# What is required
Could you transcribe all of the data word for word?

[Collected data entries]
┌──
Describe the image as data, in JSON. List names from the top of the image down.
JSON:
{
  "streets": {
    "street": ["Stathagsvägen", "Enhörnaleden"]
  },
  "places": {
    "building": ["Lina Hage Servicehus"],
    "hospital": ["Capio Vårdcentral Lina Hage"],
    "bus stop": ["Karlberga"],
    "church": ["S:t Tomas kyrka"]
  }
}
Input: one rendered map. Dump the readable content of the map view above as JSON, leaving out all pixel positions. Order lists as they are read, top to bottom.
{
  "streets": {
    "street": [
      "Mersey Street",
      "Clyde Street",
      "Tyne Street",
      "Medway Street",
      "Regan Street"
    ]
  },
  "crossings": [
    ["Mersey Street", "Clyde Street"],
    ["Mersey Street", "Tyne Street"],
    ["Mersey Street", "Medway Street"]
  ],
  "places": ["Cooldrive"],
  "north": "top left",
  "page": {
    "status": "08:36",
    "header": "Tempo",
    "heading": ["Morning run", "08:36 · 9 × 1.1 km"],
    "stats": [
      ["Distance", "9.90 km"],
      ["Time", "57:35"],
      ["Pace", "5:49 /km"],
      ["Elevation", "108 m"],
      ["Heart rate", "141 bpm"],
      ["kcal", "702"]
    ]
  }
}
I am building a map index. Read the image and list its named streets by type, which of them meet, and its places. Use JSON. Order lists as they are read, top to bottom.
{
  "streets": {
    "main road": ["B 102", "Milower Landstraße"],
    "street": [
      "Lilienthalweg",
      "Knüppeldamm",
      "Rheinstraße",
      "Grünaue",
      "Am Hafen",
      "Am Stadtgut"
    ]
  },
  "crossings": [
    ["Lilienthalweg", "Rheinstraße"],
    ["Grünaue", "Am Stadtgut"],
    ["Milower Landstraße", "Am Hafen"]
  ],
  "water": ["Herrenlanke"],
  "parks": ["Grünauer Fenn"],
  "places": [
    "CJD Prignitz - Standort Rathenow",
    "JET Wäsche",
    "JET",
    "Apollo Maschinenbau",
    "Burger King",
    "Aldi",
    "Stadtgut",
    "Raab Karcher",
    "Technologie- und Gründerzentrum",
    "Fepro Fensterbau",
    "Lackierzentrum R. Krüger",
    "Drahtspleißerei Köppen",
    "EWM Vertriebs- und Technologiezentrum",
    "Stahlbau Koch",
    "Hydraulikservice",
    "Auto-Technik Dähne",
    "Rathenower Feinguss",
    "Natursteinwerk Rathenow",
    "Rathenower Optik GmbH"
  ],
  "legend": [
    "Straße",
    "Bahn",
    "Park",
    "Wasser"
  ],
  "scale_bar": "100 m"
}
└──
# Answer to this exercise
Describe the image as data, in JSON. List names from the top of the image down.
JSON:
{
  "streets": {
    "street": ["Stathagsvägen", "Enhörnaleden"]
  },
  "places": {
    "building": ["Lina Hage Servicehus"],
    "hospital": ["Capio Vårdcentral Lina Hage"],
    "bus stop": ["Karlberga"],
    "church": ["S:t Tomas kyrka"]
  }
}
Input: one rendered map. Dump the readable content of the map view above as JSON, leaving out all pixel positions. Order lists as they are read, top to bottom.
{
  "streets": {
    "street": [
      "Mersey Street",
      "Clyde Street",
      "Tyne Street",
      "Medway Street",
      "Regan Street"
    ]
  },
  "crossings": [
    ["Mersey Street", "Clyde Street"],
    ["Mersey Street", "Tyne Street"],
    ["Mersey Street", "Medway Street"]
  ],
  "places": ["Cooldrive"],
  "north": "top left",
  "page": {
    "status": "08:36",
    "header": "Tempo",
    "heading": ["Morning run", "08:36 · 9 × 1.1 km"],
    "stats": [
      ["Distance", "9.90 km"],
      ["Time", "57:35"],
      ["Pace", "5:49 /km"],
      ["Elevation", "108 m"],
      ["Heart rate", "141 bpm"],
      ["kcal", "702"]
    ]
  }
}
I am building a map index. Read the image and list its named streets by type, which of them meet, and its places. Use JSON. Order lists as they are read, top to bottom.
{
  "streets": {
    "main road": ["B 102", "Milower Landstraße"],
    "street": [
      "Lilienthalweg",
      "Knüppeldamm",
      "Rheinstraße",
      "Grünaue",
      "Am Hafen",
      "Am Stadtgut"
    ]
  },
  "crossings": [
    ["Lilienthalweg", "Rheinstraße"],
    ["Grünaue", "Am Stadtgut"],
    ["Milower Landstraße", "Am Hafen"]
  ],
  "water": ["Herrenlanke"],
  "parks": ["Grünauer Fenn"],
  "places": [
    "CJD Prignitz - Standort Rathenow",
    "JET Wäsche",
    "JET",
    "Apollo Maschinenbau",
    "Burger King",
    "Aldi",
    "Stadtgut",
    "Raab Karcher",
    "Technologie- und Gründerzentrum",
    "Fepro Fensterbau",
    "Lackierzentrum R. Krüger",
    "Drahtspleißerei Köppen",
    "EWM Vertriebs- und Technologiezentrum",
    "Stahlbau Koch",
    "Hydraulikservice",
    "Auto-Technik Dähne",
    "Rathenower Feinguss",
    "Natursteinwerk Rathenow",
    "Rathenower Optik GmbH"
  ],
  "legend": [
    "Straße",
    "Bahn",
    "Park",
    "Wasser"
  ],
  "scale_bar": "100 m"
}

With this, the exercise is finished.